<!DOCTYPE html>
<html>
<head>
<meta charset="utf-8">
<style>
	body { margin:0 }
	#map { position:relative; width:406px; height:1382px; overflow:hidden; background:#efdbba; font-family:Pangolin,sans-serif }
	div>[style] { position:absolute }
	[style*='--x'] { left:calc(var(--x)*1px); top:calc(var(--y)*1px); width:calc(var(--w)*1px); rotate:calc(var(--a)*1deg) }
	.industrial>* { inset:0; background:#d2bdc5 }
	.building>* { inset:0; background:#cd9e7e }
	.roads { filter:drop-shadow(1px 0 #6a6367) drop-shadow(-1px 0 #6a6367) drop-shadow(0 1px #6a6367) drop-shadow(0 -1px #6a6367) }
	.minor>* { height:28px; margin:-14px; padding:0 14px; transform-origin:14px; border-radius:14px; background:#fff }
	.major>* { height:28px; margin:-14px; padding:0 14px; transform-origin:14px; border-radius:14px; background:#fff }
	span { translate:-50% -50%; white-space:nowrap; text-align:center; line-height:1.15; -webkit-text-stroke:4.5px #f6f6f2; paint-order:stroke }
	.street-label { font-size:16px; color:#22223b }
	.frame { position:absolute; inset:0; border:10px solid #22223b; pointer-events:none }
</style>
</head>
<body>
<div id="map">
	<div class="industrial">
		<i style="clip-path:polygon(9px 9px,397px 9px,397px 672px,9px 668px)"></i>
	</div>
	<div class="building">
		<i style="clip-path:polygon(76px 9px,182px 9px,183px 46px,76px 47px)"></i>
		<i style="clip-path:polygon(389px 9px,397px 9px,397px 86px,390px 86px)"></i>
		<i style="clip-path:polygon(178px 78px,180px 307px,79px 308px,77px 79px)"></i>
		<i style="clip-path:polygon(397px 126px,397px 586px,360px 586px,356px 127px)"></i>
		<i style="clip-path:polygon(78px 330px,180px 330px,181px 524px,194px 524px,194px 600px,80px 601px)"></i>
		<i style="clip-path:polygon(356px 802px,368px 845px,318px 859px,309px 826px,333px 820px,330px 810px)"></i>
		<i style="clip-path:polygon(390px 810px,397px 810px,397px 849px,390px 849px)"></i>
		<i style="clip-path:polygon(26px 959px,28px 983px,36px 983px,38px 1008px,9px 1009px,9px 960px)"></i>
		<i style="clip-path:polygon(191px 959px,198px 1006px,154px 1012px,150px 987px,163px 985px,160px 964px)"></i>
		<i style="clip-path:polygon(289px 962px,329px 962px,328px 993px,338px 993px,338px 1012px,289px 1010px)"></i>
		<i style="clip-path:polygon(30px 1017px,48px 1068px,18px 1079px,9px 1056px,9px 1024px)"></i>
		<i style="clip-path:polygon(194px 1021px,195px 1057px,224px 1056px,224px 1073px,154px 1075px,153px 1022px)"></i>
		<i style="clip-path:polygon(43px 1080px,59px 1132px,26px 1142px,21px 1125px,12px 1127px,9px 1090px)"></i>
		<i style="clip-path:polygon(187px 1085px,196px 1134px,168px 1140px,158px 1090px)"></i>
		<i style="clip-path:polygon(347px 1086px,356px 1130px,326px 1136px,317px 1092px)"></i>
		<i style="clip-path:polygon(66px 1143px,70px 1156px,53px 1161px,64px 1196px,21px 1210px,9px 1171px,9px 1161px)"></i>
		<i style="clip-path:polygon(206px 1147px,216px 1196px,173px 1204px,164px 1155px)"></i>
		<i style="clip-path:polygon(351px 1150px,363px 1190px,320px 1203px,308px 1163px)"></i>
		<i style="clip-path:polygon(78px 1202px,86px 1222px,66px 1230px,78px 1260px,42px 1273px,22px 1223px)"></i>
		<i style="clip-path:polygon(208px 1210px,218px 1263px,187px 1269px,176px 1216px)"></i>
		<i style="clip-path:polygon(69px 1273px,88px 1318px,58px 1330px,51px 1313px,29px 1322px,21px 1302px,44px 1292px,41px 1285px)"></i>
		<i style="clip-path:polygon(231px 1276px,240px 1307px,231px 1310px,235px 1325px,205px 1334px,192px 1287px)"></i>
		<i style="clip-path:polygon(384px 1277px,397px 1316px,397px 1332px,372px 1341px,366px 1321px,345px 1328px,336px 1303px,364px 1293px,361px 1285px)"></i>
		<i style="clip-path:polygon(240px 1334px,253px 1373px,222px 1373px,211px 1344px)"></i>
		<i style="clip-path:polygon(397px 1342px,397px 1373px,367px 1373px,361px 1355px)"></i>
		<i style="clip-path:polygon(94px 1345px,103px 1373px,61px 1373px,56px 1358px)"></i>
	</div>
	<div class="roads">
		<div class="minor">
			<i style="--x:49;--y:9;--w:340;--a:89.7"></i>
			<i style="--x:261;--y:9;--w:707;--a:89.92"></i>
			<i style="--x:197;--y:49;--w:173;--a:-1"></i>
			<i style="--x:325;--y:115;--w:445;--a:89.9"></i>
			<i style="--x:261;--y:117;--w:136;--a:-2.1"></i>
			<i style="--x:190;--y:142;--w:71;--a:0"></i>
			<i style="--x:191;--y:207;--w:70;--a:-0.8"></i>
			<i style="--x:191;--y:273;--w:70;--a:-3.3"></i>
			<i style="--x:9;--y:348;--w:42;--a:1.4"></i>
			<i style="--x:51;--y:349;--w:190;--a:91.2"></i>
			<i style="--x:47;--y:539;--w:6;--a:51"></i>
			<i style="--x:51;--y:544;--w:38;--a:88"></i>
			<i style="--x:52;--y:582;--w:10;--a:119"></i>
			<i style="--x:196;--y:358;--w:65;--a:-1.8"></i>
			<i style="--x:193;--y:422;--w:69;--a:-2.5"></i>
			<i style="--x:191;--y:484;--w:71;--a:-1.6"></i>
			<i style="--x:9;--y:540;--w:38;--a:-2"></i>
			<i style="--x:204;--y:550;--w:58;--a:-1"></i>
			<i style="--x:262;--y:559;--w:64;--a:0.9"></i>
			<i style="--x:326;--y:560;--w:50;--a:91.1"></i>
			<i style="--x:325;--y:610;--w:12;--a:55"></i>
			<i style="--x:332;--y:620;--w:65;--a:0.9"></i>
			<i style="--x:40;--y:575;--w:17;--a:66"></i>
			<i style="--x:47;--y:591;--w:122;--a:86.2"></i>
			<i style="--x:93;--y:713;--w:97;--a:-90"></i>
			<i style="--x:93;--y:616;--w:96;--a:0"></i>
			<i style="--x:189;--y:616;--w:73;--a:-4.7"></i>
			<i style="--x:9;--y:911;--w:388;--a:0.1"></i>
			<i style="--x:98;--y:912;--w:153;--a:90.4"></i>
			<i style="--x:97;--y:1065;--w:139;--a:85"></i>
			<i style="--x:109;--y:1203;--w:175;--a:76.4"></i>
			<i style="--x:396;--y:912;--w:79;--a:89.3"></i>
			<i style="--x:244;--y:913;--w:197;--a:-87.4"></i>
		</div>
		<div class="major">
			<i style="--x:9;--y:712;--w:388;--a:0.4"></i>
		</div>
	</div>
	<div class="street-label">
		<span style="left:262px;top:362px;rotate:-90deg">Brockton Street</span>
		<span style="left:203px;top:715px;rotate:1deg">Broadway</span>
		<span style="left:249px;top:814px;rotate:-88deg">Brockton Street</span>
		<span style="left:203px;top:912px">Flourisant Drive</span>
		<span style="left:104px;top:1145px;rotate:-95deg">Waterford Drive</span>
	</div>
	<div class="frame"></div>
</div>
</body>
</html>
____
_Directions_
List every line from the entries above in which "width" appears.

_Exercise output_
	#map { position:relative; width:406px; height:1382px; overflow:hidden; background:#efdbba; font-family:Pangolin,sans-serif }
	[style*='--x'] { left:calc(var(--x)*1px); top:calc(var(--y)*1px); width:calc(var(--w)*1px); rotate:calc(var(--a)*1deg) }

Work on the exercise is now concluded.